FDA Grants Priority Review for EGFR-Mutant Lung Cancer Drug Afatinib

A promising new drug for a subtype of non-small cell lung cancer (NSCLC) was recently granted priority review status by the U.S. Food and Drug Administration (FDA). If approved, afatinib would be the first drug on the market specifically for treating advanced or metastatic NSCLC associated with epidermal growth factor receptor (EGFR) mutations.

Cancer cells often overexpress EGFR on their surfaces. These tyrosine kinase receptor proteins bind growth factors that stimulate cell growth and can lead to uncontrolled cell division and proliferation. Taken orally, afatinib inhibits EGFR and related receptors in the ErbB protein family. Unlike other tyrosine kinase blockers, however, afatinib’s effects are irreversible, meaning its activity should theoretically not decrease over time. This may make afatinib suitable for patients who have developed resistance—often associated with an EGFR-mutation subtype in exon 20—to other drugs like erlonitib (Tarceva).

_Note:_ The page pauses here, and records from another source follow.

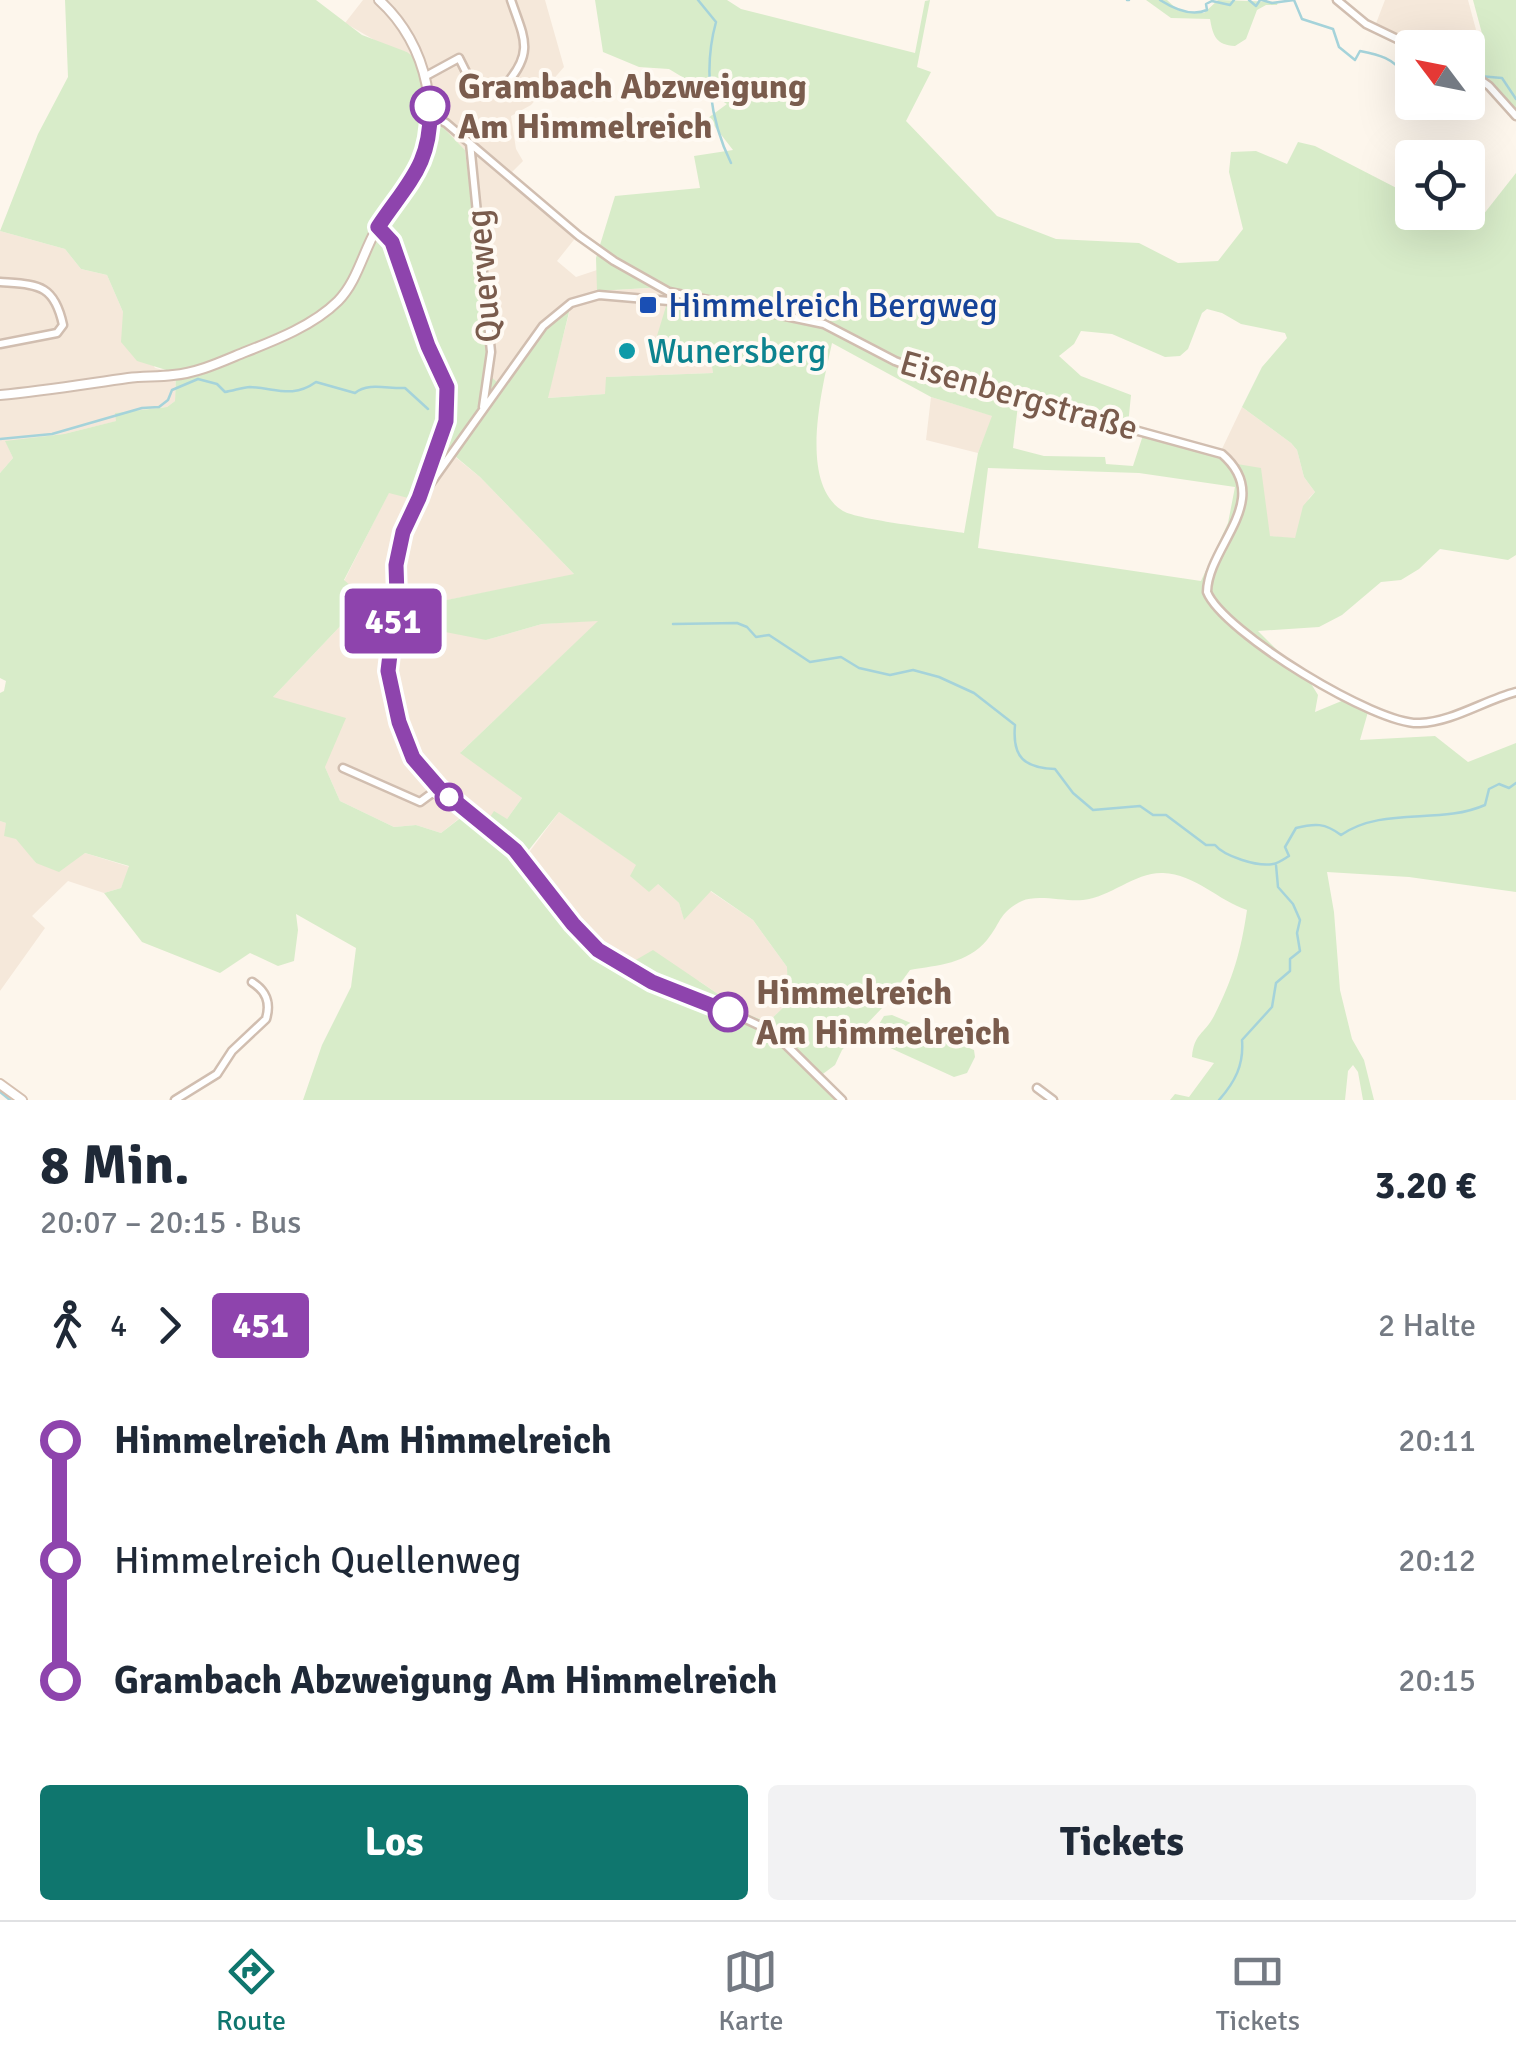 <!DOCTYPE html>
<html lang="de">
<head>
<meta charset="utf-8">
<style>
	:root { --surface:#fff; --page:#f2f2f3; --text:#1f2937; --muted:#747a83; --line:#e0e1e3; --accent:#0f766e }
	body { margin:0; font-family:Signika,sans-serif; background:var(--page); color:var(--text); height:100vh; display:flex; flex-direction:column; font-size:38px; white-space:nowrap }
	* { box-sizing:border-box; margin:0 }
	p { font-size:32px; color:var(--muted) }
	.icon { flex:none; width:55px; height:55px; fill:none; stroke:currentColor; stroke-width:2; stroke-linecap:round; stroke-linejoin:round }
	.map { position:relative; height:1100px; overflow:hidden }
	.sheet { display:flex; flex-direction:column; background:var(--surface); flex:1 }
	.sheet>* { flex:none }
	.badge { padding:0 20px; border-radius:8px; font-size:35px; line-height:65px }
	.needle { width:65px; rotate:302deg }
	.buttons { position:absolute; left:1395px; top:30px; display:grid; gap:20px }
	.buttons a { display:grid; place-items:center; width:90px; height:90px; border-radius:10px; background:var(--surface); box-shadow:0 10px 40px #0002; font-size:50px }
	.map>.badge { position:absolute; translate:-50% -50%; box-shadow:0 0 0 5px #fff }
	.legs { display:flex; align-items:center; gap:15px; height:110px; padding:0 40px; font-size:32px }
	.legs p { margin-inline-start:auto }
	.overview { display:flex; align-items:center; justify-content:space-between; height:170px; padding:0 40px }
	h1 { font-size:55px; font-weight:700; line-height:75px }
	.action { display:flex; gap:20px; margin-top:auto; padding:20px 40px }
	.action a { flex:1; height:115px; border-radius:10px; background:var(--accent); color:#fff; font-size:40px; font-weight:700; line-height:115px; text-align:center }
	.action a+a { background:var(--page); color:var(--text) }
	ul { padding:0 40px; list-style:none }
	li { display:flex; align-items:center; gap:35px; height:120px; font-size:38px }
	li i { display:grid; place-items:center; width:15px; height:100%; margin:0 12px; background:currentColor }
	li i::after { content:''; width:25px; height:25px; margin:-12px; border:8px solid; border-radius:50%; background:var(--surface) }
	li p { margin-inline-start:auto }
	li:first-child i { background:linear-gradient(#0000 50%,currentColor 0) }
	li:last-child i { background:linear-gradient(currentColor 50%,#0000 0) }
	.tab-bar { display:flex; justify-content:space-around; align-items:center; height:140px; border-top:2px solid var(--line); background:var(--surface); font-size:28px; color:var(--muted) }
	.tab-bar a { display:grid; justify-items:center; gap:5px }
	.tab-bar .on { color:var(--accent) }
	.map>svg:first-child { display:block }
</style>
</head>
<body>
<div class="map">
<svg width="1516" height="1100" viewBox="0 0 1516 1100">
	<rect width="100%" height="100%" fill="#fdf6ec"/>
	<path fill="#f5e8da" d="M363,0H545L564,67L531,105L511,116L516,149L523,161L506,178L577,236L557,261L576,277L597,270L598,291L666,287L671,290L662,344L710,349L713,373L607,377L606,394L547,398L571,306L521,347L499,384L491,380L486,373L479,250L465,150L432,116L407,52L383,45L345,23Z
		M1385,0H1468L1479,41L1469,65L1468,48L1422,47L1375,26Z
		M0,231L65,249L81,269L107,275L123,312L155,368L176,373L175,401L167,407L116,413L117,421L64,434L6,442L13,458L0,473Z
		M931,397L993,416L978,453L926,440Z
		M1242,407L1291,443L1297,450L1304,477L1315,492L1309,498L1295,539L1270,536L1237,464L1221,451Z
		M449,452L480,477L575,575L432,603L486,640L542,624L600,620L461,752L522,798L507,819L488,821L471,809L441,833L416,825L394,827L340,801L325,767L272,698L366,599L344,581L389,492Z
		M559,812L637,865L679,903L684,919L710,891L753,920L787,967L788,1003L768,1022L749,1015L699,981L614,956L584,930L558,902L527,855Z
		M0,821L6,823L36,863L85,853L130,867L121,888L104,893L68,881L32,916L45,928L0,991Z"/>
	<path fill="#d8ecc9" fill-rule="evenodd" d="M65,0H316L362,35L407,52L417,60L425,102L432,116L465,150L487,326L486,372L499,384L521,347L571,304L548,398L605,394L606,377L713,373L709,349L662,344L656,339L671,290L665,287L597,291L596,258L615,196L700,188L694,156L733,150L708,118L727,104L669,69L639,67L603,52L595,0H727L741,9L915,53L925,1L930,0L917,67L931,72L906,121L997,216L1056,239L1139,243L1178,263L1218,261L1243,229L1229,172L1231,152L1256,151L1287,164L1298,142L1315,146L1412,196V212L1483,215L1516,173V555L1508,560L1440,549L1419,569L1401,580L1381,582L1342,615L1319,627L1258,631L1287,660L1312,676L1310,682L1318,695L1315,712L1344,700L1368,712L1360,740L1435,736L1468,762L1516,743V892L1409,877L1327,872L1334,912L1340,990L1352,1039L1364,1060L1374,1100H1363L1358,1072L1353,1065L1348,1071L1345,1100H1170L1175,1094L1189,1097L1214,1063L1192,1057C1194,1033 1204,1035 1214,1016C1233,979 1241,951 1247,910C1219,901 1195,874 1163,873C1135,872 1111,897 1083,900C1066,902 1037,894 1022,901C999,912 1001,923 987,940C967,964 938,965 910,970L883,1007L842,1050L835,1065L816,1079L837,1100H303L322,1045L351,987L356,948L296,914L298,930L294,961L278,966L250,953L220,973L142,942L104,893L121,888L129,866L85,853L59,872L36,863L16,839L4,836L6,823L0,821V693L4,691L6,681L0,678V473L13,458L5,441L64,434L116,421L115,413L167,407L175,401L176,373L137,361L121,342L123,312L107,275L81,269L65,249L0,231L38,134L68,77ZM1207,309L1222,313L1241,324L1285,333L1287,338L1262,367L1242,407L1291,443L1297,450L1304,477L1315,492L1303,506L1295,538L1270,536L1261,468L1237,464L1212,447L1145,429L1133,466L1106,464L1105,457L1044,456L1013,448L1019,396L1128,425L1131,395L1081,376L1059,356L1074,344L1081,331L1112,334L1165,357L1180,356L1188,349L1202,313ZM832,343L931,397L992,416L978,453L964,533C941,529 858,520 843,511C797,482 823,386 832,343ZM450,452L480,477L574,574L432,603L430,629L486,640L542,624L598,621L460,753L522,798L507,819L494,811L488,820L472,809L441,833L416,825L394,827L340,801L325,767L346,718L273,697L366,599L344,580L389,493L412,499ZM988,468L1139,473L1235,487L1228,523L1201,581L978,548ZM559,812L636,865L630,876L649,892L658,884L679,903L684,920L711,891L753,920L787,967L788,1003L768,1022L749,1015L653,950L634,961L614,956L604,960L565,922L520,861Z
		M1146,0H1167L1179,11L1204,13L1218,0L1278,2L1277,5H1266L1257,10L1246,39L1235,46C1216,45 1213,36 1210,19L1171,18Z
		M1473,0H1516V112L1475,71L1484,41Z
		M892,1015L974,1050L975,1057L967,1073L954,1077L875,1041L873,1034L884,1016Z"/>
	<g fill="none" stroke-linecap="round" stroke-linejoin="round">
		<path stroke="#a5d3da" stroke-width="2.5" d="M698,0L716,22C703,69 710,120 731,163
			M1127,0H1129
			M1160,0C1174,9 1191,17 1207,10L1206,4L1212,1L1230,5L1234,0
			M1249,0L1256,6L1260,0
			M1262,0L1272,3L1294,0L1302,19L1333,29L1339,47L1355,60L1360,51C1380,55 1393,58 1405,75L1412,77
			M1479,76L1502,78L1516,99
			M0,439L52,434L142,408L159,407L168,400L172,390L198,379L217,384L225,392C233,391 243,387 250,387C276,388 292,399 316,382L355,393C368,382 388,389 405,388L428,409
			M673,624L737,623L747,627L756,637L769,635L810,662L841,657L859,668L890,675L913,670L939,677L974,693L1015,725C1012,757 1024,768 1055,769L1073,793L1093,810L1140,806L1153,815H1166L1206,845H1215C1224,856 1257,867 1273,864C1279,863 1284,859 1289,856L1285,847L1296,828C1315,823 1325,823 1341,835C1383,806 1440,825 1485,805L1489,789L1499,784L1509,788L1516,783
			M0,1092L10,1100
			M1219,1100C1235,1082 1244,1065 1242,1040L1272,1007L1276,983L1290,971V959L1300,951L1297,933L1300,920L1293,904L1278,887L1276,865"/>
		<g stroke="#d1beb0" stroke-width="11">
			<path id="minor" d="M1337,0L1366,24L1416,48
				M1468,71L1489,86L1516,116
				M426,76L459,58L473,86L507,83C535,51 523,36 511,0
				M430,115L446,123L579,236L614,261L669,292L824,324L895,361L927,373L1222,454C1275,500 1208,545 1207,592C1223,632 1377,726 1420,723C1452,722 1485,700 1516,692
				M470,143L491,352L483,407
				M378,227L392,241L428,347L447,387L446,421L419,498L403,531L396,565L397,596L388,671L399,722L413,758L439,788L515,850L573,924L599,950L652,981L720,1007L773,1032L842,1100
				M0,282C37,285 54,283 63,325L57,333L0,344
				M425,491L543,326L571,303L599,295L669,301L674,294
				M343,768L420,802L439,788
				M1037,1088L1053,1100
				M175,1100L217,1074L232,1051L266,1019C271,1002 266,991 252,982"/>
		</g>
		<g stroke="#d1beb0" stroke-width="12">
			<path id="tertiary" d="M0,395C43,391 85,384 128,378C143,376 158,377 173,375C198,373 223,361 245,352C276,340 314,325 338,301C357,282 363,252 377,228C388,211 404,197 413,180C445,120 428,44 379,0"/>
		</g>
		<g stroke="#d6c0b0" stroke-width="12">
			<path id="secondary" d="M0,1084L22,1100"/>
		</g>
		<use href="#minor" stroke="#fff" stroke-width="6"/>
		<use href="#tertiary" stroke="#fff" stroke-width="8"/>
		<use href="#secondary" stroke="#fff" stroke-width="8"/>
	</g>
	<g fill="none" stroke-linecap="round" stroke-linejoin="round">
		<g stroke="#fff" stroke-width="22">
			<path id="line-1" d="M430,106C432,165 407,183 378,227L392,242L428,346L447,387L446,421L419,498L403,532L396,565L397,596L388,671L399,722L413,758L439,788L515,850L573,924L598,950L652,982L728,1012"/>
		</g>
		<use href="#line-1" stroke="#8e44ad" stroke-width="15"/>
	</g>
	<g fill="#fff" stroke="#8e44ad" stroke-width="5">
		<circle cx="430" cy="106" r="18"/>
		<circle cx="449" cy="797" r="12"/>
		<circle cx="728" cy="1012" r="18"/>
	</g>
	<rect fill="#1a4fb4" stroke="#fffaf3" stroke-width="4" x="638" y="295" width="20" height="20" rx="5"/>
	<circle fill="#0f9aa8" stroke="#fffaf3" stroke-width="4" cx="627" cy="351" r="10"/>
	<g text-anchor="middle" stroke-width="8" stroke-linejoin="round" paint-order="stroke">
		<g font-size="35" font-weight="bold" fill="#7a5c4d" stroke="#fffaf3" text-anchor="start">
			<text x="458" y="98">Grambach Abzweigung<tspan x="458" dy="40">Am Himmelreich</tspan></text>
			<text x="756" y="1004">Himmelreich<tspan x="756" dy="40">Am Himmelreich</tspan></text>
		</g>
		<g font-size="35" fill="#7a5c4d" stroke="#fffaf3">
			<text transform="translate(483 276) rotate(-95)" y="12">Querweg</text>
			<text transform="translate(1019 395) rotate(16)" y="12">Eisenbergstraße</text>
		</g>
		<g font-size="35" fill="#164399" stroke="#fffaf3" text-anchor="start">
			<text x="668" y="317">Himmelreich Bergweg</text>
		</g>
		<g font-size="35" fill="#0d838f" stroke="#fffaf3" text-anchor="start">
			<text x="647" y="363">Wunersberg</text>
		</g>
	</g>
</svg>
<div class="buttons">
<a><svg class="needle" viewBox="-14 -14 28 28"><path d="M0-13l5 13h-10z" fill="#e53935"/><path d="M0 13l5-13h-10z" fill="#747a83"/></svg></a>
<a><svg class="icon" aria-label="locate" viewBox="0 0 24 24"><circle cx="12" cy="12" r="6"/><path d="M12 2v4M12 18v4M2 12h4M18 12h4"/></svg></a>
</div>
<b class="badge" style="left:393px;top:621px;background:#8e44ad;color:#fff">451</b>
</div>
<section class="sheet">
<div class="overview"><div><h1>8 Min.</h1><p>20:07 – 20:15 · Bus</p></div><b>3.20 €</b></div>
<div class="legs"><svg class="icon" aria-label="walk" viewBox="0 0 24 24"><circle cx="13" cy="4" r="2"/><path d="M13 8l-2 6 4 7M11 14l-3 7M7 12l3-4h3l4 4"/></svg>4<svg class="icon" aria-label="forward" viewBox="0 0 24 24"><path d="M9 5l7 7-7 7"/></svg><b class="badge" style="background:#8e44ad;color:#fff">451</b><p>2 Halte</p></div>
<ul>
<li><i style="color:#8e44ad"></i><b>Himmelreich Am Himmelreich</b><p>20:11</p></li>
<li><i style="color:#8e44ad"></i><span>Himmelreich Quellenweg</span><p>20:12</p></li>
<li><i style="color:#8e44ad"></i><b>Grambach Abzweigung Am Himmelreich</b><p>20:15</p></li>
</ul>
<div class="action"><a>Los</a><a>Tickets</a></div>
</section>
<nav class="tab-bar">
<a class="on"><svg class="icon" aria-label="directions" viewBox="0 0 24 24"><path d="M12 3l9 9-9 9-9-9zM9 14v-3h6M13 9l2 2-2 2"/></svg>Route</a>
<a><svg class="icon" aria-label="map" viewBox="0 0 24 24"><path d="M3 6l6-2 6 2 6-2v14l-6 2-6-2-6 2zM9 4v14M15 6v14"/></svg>Karte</a>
<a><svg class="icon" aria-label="tickets" viewBox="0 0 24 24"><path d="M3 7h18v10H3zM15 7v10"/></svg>Tickets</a>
</nav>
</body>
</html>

A study on the effect of afatinib in cases of acquired resistance was presented at the 2012 European Society of Medical Oncology Congress. Treatment with afatinib plus cetuximab, a combination that had been found to be potent in a mutant cancer mouse model, caused tumor shrinkage in 40% of patients, with 4.7 months of progression-free survival.

The encouraging results of the much larger, 345-patient LUX-Lung phase III trial prompted afatinib manufacturer Boehringer Ingelheim Pharmaceuticals to apply for new drug approval from the FDA. Previously untreated patients with advanced EGFR-mutant NSCLC taking afatinib lived progression-free significantly longer (11.1 months) than those taking the current chemotherapy gold standard treatment, a combination of pemetrexed and cisplatin (6.9 months). Additionally, in patients with the most common EGFR mutations (del19 and L858R), progression-free survival was even longer: 13.6 months. Fifty-six percent of patients receiving afatinib also saw tumor shrinkage. Afatinib treatment, however, was associated with diarrhea, rash, and nail infections. This study was presented at the 2012 American Society of Clinical Oncology meeting.

In addition to the priority review, the FDA has also designated afatinib as an orphan drug, because it is meant for the treatment of a disease that affects fewer than 200,000 people in the U.S. The decision for afatinib approval could come in the third quarter of 2013. Testing for the EGFR mutation, which is present in 10% to 15% of white and 30% to 40% of Asian NSCLC patients, will be done with an associated diagnostic called TheraScreen, jointly developed by Boehringer Ingelheim and Qiagen. Afatinib is currently also in clinical development for use in breast and head and neck cancers.